Your goal: Every line holding the string "function" is to be copied from the entries below.

(Saved data entries)
=-=-=

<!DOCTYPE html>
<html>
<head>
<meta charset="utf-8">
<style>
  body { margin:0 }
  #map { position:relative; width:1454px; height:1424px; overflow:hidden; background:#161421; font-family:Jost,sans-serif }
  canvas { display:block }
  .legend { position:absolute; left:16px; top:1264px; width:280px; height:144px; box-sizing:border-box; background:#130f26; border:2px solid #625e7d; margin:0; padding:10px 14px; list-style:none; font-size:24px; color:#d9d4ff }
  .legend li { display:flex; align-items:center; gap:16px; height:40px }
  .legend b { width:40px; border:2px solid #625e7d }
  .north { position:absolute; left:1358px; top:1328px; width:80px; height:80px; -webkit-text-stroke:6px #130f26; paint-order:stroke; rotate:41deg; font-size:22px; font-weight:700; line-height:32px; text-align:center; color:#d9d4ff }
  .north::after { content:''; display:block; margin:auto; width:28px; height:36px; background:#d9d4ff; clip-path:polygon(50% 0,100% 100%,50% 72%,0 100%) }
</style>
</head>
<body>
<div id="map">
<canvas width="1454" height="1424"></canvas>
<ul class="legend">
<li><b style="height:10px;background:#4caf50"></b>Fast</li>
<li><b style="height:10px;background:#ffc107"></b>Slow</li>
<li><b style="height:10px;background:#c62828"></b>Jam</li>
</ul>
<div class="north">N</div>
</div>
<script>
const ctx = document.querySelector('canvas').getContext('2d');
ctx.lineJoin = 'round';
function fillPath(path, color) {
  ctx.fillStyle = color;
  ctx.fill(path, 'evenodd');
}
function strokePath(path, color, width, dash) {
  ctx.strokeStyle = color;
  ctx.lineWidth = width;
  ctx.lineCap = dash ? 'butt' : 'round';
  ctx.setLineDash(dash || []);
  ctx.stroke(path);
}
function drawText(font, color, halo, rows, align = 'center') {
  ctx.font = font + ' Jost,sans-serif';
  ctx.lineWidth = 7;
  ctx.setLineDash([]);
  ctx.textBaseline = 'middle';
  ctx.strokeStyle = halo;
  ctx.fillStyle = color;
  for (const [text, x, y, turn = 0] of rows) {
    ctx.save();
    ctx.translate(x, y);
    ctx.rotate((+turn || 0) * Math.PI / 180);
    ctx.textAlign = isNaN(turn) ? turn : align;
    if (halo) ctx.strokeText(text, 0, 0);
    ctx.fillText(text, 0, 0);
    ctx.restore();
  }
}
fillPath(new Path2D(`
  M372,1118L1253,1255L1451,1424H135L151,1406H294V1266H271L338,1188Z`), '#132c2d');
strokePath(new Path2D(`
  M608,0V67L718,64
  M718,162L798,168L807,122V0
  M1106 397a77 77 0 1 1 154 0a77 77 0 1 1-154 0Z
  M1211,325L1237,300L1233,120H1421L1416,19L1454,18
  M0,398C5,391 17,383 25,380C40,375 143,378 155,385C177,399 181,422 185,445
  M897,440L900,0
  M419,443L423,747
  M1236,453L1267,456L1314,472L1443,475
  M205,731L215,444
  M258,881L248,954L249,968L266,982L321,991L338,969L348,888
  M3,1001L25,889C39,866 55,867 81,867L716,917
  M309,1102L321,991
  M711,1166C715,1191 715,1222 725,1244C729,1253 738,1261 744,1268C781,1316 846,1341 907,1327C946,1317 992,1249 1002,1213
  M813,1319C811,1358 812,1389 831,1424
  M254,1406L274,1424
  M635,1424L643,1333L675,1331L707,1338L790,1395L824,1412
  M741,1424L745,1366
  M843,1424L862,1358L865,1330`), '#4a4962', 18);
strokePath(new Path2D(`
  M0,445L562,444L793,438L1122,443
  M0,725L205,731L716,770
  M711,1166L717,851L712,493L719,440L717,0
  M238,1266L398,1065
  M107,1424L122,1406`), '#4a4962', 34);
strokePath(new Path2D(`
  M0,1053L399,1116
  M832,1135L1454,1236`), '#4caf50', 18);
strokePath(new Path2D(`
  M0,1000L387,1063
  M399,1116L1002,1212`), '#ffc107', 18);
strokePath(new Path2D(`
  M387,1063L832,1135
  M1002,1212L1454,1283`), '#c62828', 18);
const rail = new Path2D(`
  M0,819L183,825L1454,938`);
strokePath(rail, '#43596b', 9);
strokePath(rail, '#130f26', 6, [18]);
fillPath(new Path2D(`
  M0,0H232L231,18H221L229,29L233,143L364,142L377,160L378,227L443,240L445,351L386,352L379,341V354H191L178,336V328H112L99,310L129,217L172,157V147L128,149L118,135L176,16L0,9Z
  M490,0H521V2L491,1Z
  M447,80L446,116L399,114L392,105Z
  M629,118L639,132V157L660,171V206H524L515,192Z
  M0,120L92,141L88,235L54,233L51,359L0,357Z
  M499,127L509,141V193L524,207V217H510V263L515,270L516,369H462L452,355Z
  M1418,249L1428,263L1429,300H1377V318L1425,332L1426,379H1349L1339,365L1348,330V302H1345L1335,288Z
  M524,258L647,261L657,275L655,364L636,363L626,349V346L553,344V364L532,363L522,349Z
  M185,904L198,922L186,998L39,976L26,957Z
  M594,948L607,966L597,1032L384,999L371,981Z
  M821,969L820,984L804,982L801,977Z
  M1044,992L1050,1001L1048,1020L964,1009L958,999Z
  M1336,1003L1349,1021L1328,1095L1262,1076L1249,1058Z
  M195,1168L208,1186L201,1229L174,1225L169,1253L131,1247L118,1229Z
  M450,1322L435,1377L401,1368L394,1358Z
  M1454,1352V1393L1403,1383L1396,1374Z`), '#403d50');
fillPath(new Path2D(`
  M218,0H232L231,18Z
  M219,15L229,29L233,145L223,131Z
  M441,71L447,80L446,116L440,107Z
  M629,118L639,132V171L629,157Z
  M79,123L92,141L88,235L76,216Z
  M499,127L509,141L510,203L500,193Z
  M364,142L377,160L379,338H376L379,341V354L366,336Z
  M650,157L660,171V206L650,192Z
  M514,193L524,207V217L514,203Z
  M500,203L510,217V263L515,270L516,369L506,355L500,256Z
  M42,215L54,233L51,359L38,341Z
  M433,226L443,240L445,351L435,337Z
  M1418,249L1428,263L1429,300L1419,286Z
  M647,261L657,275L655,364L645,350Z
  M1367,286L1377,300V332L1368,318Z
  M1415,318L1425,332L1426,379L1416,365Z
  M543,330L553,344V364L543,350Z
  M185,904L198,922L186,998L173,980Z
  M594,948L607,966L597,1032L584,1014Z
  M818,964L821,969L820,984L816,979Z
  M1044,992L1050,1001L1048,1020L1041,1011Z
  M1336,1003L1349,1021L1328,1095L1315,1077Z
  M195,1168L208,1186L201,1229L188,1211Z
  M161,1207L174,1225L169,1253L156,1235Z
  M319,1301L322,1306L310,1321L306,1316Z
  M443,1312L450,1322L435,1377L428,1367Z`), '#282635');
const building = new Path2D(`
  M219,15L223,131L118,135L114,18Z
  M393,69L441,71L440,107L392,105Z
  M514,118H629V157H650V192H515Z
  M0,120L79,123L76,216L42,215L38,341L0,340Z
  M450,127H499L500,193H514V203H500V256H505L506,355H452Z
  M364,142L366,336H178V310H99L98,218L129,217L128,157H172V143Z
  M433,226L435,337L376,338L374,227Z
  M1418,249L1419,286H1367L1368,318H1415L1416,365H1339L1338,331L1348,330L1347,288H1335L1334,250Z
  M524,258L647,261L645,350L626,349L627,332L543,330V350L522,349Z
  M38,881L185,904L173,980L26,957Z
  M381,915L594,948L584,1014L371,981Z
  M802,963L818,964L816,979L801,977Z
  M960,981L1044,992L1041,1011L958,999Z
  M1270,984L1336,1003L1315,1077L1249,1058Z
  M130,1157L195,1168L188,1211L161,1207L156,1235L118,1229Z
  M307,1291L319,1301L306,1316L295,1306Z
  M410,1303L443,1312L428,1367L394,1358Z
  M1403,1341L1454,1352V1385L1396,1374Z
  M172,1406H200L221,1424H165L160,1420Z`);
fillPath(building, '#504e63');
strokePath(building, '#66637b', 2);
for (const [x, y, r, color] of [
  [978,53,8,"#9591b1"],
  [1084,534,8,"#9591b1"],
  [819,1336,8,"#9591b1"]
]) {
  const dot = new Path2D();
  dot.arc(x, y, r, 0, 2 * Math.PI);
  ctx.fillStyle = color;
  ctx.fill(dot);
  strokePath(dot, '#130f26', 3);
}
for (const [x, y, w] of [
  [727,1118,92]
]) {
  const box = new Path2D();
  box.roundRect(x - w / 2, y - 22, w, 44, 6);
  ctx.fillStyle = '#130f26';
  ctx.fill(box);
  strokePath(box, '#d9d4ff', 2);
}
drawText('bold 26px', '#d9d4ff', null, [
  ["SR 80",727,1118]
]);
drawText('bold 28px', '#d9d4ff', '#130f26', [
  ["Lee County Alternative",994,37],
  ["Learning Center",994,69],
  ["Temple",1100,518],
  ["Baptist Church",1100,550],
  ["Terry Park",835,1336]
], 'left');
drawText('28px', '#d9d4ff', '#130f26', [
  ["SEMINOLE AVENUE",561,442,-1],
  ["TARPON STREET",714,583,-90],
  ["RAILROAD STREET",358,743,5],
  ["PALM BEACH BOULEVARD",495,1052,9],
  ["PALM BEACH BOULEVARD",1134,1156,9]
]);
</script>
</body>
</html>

=-=-=

Your response:
function fillPath(path, color) {
function strokePath(path, color, width, dash) {
function drawText(font, color, halo, rows, align = 'center') {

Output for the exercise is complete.